The creative contrasts between seasons 1 and 2 are too glaring to pretend this series has always been some richly textured tapestry of story and character. Loki has endured seismic shifts in direction over its 12-episode life, swapping Kate Herron’s colorful goofs for the moodier energy of Synchronic’s Justin Benson and Aaron Moorhead. Rick and Morty veteran Eric Martin rose to head writer and guided Loki and the Time Variance Authority through more streamlined fetch quests and occasionally intriguing character moments that ultimately unspooled like so much cosmic spaghetti. All involved were charged with steering this massive series alongside the changing currents of Marvel’s multiversal plans and were tasked with positioning Kang the Conqueror (Jonathan Majors) as the franchise’s next big cosmic threat. They succeeded in one of these endeavors, at least.
Season 2 pivots away from the first season’s parade of Loki variants – though Sophia Di Martino’s Sylvie was too good a character to let slip through the cracks – to focus on its TVA ensemble. It tosses in Ke Huy Quan’s upbeat repair fellow Ouroboros and tasks him with amiably relating the series’s ceaseless barrage of sci-fi jargon to the audience. There’s increased screentime for characters like Owen Wilson’s Mobius, whose chemistry with Hiddleston is a highlight for the series even if he’s still mostly defined by his yen for Jet Skis and key lime pie; Mobius is a father in his variant life, but our understanding of his happily ever after, especially now that it looks like Loki Season 3 isn’t going to be a thing, remains distant.

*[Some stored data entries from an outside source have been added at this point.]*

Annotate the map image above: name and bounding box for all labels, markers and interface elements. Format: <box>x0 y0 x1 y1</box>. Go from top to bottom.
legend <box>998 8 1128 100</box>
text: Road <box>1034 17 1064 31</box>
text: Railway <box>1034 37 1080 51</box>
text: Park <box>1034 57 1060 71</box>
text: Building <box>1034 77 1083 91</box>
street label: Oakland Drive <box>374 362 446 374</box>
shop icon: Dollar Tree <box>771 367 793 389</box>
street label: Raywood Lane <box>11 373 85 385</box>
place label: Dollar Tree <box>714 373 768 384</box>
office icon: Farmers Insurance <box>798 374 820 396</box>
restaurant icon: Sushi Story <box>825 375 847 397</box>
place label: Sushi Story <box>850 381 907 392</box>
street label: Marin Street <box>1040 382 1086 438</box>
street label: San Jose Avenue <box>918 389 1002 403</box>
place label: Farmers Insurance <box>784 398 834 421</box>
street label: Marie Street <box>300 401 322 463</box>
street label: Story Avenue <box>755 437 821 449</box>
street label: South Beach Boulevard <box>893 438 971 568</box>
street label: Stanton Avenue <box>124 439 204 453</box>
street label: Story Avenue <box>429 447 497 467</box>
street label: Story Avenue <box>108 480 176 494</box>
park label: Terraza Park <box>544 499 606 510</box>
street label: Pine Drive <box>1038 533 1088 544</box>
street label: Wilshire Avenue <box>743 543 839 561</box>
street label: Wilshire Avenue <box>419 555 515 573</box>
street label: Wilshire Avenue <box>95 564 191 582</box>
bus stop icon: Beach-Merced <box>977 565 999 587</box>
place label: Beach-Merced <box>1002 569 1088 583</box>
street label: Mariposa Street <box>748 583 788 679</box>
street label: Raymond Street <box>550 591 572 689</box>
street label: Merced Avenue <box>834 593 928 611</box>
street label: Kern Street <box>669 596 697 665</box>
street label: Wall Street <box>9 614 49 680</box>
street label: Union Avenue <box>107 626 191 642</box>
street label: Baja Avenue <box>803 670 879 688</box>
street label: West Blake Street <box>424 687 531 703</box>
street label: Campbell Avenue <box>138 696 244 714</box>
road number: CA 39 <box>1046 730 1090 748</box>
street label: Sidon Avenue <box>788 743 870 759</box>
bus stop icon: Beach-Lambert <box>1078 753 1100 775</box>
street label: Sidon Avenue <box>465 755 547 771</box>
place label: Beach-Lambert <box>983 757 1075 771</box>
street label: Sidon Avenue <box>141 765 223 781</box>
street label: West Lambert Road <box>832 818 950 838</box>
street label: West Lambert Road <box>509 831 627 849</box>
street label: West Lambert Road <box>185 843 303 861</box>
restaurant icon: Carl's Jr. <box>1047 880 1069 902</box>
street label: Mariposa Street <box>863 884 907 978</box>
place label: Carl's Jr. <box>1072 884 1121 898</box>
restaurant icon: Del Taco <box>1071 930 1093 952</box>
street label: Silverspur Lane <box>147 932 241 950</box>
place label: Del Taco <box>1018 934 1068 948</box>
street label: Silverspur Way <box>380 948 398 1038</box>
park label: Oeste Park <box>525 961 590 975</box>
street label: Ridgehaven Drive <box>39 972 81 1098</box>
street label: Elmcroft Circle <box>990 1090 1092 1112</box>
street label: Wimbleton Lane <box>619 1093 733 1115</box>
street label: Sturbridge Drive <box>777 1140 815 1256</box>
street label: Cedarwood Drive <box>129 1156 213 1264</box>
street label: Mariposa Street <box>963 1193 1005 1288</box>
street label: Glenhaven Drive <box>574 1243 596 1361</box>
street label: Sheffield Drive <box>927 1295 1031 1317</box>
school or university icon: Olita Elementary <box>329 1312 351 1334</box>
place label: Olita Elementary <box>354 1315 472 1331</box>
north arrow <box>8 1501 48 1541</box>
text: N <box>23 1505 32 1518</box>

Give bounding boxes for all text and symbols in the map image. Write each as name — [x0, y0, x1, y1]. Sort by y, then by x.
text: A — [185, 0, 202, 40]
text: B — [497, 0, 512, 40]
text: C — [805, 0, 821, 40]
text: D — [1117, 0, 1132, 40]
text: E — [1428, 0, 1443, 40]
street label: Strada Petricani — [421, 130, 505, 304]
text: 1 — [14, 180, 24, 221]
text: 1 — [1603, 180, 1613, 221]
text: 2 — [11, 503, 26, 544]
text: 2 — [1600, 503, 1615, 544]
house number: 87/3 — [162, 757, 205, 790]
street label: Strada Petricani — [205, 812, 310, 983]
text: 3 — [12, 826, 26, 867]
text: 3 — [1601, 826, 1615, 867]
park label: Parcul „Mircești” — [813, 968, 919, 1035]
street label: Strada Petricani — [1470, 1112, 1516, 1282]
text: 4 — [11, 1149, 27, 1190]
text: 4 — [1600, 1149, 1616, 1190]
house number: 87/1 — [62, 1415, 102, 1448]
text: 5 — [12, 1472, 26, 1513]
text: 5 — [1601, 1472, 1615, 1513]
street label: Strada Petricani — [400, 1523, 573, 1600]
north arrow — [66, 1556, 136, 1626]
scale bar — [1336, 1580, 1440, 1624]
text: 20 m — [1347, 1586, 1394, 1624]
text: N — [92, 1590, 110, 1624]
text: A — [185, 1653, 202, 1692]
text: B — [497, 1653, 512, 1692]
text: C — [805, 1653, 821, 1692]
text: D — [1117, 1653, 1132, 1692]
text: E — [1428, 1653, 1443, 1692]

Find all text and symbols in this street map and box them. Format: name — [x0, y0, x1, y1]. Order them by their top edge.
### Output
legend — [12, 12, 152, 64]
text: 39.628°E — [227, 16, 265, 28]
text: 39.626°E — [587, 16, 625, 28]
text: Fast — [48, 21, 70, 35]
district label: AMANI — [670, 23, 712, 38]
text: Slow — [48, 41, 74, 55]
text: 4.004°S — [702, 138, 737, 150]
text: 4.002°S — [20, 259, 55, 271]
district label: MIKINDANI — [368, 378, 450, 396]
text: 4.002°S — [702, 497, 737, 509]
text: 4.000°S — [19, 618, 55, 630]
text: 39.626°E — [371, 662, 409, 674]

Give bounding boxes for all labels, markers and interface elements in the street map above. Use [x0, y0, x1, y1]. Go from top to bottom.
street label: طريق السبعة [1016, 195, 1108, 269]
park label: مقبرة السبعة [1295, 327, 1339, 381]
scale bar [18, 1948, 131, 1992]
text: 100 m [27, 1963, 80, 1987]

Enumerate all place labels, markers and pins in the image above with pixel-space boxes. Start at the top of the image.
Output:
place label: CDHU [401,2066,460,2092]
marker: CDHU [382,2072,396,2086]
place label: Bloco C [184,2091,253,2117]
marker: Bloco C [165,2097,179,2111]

To be fair, this increased screen presence doesn’t do much to make any of these characters seem interesting. As season 2 plunged the multiverse into madness, fellow TVA employees Hunter B-15 (Wunmi Mosaku) and Casey (Eugene Cordero) also explored what might have been had they not been plucked from reality to serve the interests of He Who Remains (Majors). While there’s a clearer idea of the paths not taken by these time-cops – B-15 would be a wonderful doctor, for instance, while Casey makes a terrible thief – the depth they’re provided is shallow.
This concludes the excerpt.